An EMG measures the electrical activity in a muscle in response to stimulation. It is used in conjunction with a neurological exam to help physicians diagnose a wide range of problems, including:
- Nerve damage from disk compression in the neck or back
- Nerve compression from carpal tunnel syndrome
- Neuromuscular diseases such as amyotrophic lateral sclerosis (ALS), poliomyelitis, myasthenia gravis, and muscular dystrophy
- Peripheral neuropathy caused by conditions such as diabetes, pernicious anemia, and heavy metal toxicity
The test consists of two parts:
In the nerve conduction study, electrodes are placed on the skin and a safe level of electrical stimulation is sent through the nerve, causing the muscles in your arm or leg to contract. The sensation you will feel is similar to a static electric shock. Patients wearing pacemakers are not at risk, since this current is not strong enough or close enough to the pacemaker to interfere with its operation.
In the second part, the EMG, a tiny pin electrode is inserted under the surface of the skin into the muscle. Electrical stimulation will indicate if there is damage to a specific nerve, or if the problem involves the muscle itself.
This test is mildly uncomfortable, but is specially designed to not be painful. It will take between 30 to 60 minutes.
Preparing for your EMG at DENT
- Your arms and legs should be clean and free of lotions or creams.
- Meals and medication may be taken unless your physician advises otherwise.
Skin Biopsy for Evaluation of Small Fiber Neuropathy and Autonomic Neuropathy
Small fiber neuropathy (SFN) is caused by damage to the small, unmyelinated fibers in the peripheral nerves that innervate the skin and internal organs, including the cardiovascular system, gastrointestinal tract, and bladder, among others. These fibers convey pain and temperature sensations from the skin, and mediate autonomic functions. Dysfunction of the small nerve fibers can cause sensory or autonomic symptoms. The neurological examination and EMG and nerve conduction studies that measure the large nerve fibers are usually normal so that the diagnosis requires examination of the small nerve fibers in the skin. This can be done by taken skin samples by punch skin biopsy at standard sites, and the density of the small nerve fibers is determined by morphometry after immunostaining with an antibody to the axonal marker PGP- 9.5. Two standardized tests are available; the Epidermal Nerve Fiber Density (ENFD) test which measures the density of the small sensory nerve fibers in the skin, and the Sweat Gland Nerve Fiber density (SGNFD) test which measures the density of the small autonomic nerve fibers in the sweat glands. The SGNFD test may also show a decrease in nerve fiber density in some patients with small fiber neuropathy whose ENFD test is normal.
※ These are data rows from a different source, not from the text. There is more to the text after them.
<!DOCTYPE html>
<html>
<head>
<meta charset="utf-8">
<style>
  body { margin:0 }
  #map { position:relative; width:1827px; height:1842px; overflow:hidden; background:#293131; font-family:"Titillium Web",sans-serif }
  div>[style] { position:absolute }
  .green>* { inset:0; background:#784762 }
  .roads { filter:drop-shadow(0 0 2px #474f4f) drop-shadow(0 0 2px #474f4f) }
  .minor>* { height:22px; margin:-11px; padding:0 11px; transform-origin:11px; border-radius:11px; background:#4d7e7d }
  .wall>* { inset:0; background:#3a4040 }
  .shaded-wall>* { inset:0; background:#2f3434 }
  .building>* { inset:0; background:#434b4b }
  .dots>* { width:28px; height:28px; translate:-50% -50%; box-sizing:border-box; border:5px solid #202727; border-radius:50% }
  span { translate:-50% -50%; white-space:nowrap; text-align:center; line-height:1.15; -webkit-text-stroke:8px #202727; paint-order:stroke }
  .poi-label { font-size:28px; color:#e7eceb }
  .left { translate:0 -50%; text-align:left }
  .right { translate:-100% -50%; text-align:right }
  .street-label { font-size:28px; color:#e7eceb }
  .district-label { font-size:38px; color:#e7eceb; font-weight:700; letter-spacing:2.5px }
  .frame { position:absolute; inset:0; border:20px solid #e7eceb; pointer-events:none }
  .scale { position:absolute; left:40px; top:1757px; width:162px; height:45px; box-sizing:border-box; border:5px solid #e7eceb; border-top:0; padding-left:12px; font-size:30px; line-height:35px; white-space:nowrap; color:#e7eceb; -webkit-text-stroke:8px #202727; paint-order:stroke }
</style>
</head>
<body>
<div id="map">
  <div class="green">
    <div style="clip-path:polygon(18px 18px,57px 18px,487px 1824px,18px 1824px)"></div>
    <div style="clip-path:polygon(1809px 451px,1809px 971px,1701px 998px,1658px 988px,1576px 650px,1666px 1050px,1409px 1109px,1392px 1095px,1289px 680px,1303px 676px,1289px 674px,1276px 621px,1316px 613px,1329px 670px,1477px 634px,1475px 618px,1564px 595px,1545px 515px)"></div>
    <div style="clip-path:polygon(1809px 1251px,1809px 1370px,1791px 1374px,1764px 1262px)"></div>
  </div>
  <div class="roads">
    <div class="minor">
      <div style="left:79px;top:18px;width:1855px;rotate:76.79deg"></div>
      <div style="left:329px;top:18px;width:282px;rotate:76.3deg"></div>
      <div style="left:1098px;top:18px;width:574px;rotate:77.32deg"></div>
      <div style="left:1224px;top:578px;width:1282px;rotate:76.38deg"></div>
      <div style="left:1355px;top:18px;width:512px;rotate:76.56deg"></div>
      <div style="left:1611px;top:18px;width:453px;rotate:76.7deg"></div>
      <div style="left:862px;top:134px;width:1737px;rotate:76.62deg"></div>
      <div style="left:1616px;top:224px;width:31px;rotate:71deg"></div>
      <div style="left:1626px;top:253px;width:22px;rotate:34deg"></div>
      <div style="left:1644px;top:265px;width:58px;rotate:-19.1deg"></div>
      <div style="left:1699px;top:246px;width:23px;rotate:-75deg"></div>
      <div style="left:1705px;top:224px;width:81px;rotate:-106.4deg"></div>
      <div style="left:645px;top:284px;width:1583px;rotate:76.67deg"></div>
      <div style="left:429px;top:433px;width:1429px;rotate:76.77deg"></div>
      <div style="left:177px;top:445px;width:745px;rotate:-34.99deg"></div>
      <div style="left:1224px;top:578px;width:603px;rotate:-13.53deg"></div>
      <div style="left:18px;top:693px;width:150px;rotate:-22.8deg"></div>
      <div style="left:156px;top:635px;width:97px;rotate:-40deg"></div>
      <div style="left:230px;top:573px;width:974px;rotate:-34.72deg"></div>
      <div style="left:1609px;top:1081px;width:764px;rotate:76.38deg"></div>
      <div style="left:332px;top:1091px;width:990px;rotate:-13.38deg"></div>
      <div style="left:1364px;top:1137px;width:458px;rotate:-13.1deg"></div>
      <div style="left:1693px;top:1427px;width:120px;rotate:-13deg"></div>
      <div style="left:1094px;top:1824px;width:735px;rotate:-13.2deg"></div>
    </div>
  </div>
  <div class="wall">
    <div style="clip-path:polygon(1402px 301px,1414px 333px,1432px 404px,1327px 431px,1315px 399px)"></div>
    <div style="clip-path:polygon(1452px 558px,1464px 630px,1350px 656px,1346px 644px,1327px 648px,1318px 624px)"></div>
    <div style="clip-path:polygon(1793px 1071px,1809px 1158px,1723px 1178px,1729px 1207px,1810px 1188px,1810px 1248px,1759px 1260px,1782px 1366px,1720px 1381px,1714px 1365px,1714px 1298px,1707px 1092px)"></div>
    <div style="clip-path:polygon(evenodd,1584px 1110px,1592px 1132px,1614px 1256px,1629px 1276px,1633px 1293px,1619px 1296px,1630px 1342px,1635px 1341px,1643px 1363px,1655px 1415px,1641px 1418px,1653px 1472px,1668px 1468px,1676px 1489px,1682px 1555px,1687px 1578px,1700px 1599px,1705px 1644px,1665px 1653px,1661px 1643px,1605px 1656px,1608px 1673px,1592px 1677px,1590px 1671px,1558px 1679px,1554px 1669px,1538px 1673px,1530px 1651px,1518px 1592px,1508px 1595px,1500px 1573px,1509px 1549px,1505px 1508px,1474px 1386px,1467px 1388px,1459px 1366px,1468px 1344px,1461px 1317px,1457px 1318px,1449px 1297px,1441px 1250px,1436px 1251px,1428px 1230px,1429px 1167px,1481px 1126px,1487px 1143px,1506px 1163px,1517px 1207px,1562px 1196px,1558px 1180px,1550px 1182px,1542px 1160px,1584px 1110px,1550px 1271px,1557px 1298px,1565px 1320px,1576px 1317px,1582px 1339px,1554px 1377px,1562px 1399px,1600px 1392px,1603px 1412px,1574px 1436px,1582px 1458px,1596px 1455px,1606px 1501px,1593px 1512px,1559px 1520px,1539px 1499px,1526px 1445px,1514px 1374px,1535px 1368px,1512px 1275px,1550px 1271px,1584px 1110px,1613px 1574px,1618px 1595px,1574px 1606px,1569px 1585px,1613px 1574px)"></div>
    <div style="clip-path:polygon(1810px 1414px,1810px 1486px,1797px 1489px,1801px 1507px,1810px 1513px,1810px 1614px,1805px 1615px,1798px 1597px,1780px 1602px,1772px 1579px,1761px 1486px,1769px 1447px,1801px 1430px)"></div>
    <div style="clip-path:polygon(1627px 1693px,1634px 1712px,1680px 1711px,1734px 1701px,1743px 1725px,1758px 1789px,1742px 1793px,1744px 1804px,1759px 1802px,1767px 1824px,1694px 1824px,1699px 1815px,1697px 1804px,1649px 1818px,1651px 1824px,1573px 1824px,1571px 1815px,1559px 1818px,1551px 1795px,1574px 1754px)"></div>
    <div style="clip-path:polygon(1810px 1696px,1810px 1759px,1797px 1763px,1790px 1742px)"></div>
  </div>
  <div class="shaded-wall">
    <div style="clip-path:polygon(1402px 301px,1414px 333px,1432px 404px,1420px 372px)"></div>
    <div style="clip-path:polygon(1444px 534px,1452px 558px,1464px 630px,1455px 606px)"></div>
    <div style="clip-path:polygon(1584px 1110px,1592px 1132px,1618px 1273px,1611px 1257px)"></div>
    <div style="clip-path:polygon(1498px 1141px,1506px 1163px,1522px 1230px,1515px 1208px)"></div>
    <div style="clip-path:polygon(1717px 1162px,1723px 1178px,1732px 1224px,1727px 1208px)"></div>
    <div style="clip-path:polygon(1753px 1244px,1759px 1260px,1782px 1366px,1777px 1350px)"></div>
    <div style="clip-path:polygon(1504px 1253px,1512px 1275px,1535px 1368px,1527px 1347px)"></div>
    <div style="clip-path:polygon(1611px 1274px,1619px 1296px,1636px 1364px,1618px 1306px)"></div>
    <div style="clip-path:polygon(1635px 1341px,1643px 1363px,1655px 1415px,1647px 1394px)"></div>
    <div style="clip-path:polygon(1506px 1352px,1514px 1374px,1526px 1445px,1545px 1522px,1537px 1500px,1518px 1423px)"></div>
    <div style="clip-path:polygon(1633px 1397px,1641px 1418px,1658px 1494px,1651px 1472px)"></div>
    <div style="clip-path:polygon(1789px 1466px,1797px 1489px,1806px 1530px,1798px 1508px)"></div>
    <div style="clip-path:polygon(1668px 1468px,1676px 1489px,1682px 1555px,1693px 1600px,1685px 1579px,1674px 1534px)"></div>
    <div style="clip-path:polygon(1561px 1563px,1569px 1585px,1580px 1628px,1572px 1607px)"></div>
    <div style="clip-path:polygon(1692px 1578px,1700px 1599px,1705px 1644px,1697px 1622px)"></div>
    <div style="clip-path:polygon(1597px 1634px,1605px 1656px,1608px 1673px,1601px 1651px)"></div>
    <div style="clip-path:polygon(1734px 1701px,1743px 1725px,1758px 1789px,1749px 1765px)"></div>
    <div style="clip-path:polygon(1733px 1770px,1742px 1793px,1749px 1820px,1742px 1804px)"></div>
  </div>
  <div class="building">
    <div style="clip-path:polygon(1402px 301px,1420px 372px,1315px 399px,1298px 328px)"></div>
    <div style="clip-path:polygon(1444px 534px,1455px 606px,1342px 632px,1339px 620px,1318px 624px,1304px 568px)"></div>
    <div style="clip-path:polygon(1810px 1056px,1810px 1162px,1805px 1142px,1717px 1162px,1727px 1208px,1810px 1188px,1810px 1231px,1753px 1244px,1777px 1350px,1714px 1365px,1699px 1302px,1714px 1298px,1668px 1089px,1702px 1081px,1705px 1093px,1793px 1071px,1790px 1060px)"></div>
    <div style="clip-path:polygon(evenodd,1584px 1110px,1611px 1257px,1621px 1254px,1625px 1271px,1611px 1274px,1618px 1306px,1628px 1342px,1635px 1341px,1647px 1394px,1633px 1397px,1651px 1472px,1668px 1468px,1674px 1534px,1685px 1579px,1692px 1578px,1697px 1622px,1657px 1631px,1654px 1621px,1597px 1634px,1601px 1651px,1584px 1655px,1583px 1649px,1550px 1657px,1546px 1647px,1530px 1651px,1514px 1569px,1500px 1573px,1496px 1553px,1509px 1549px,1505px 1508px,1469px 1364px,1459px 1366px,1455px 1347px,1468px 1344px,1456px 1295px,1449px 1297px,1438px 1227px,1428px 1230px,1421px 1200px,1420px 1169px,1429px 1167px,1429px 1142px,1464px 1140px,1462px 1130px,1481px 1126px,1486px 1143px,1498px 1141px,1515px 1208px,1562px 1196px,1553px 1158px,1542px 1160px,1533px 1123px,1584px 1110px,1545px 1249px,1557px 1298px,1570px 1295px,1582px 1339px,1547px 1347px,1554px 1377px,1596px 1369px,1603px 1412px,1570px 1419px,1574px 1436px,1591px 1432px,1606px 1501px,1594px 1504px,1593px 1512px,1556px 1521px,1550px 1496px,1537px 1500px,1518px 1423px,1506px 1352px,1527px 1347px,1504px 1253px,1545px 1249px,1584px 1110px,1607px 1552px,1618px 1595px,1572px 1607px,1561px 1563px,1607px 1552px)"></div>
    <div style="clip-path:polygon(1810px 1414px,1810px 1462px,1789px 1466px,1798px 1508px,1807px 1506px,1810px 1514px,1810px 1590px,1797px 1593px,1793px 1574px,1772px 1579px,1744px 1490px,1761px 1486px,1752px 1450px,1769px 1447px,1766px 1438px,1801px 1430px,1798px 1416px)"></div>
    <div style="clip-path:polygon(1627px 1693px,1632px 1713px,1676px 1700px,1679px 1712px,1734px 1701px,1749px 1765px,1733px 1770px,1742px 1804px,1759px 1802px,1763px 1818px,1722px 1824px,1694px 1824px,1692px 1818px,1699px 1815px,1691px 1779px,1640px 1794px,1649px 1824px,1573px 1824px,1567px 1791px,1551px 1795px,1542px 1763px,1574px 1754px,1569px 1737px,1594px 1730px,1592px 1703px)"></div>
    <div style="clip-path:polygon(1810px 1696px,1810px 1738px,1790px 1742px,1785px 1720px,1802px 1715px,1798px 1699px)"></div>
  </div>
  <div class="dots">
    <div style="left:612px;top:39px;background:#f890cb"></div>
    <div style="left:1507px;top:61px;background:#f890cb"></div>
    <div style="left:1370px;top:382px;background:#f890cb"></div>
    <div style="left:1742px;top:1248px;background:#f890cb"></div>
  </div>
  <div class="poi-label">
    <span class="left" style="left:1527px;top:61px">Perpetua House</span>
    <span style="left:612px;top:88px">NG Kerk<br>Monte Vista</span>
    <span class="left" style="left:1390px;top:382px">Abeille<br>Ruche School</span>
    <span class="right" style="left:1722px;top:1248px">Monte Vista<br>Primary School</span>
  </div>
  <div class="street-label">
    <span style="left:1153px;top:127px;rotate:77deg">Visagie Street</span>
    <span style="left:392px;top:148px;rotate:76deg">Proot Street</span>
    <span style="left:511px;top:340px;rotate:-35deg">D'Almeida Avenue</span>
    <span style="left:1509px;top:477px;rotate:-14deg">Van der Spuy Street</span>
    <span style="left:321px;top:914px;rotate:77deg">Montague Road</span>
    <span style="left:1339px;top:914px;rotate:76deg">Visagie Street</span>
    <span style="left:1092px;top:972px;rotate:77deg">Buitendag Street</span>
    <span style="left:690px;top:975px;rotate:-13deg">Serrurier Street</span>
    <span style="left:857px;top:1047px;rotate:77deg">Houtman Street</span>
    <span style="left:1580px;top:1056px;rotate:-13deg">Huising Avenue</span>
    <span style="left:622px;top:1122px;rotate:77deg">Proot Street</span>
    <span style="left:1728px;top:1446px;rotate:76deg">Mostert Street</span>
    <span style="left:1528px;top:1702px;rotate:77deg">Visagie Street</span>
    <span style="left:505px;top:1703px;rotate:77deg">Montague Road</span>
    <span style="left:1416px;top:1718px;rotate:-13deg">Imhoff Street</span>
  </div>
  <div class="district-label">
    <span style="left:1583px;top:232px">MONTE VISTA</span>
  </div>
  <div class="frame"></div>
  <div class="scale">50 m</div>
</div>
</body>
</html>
As mentioned above, the skin samples are taken by a 3mm punch skin biopsy at standard sites, distally at either the foot or distal leg (calf), and proximally at the thigh, after prepping the skin with alcohol and betadine solution followed by the application of local anesthetic, 2% lidocaine with epinephrin. No sutures are required and only small band-aids are applied at the skin biopsy sites. Samples will then be shipped to a standardized laboratory for processing and reading. Values are compared to those obtained in normal subjects.
Making the diagnosis of SFN provides an explanation for the symptoms, and helps direct further testing for potentially reversible causes, whose treatment can result in improvement of the neuropathy.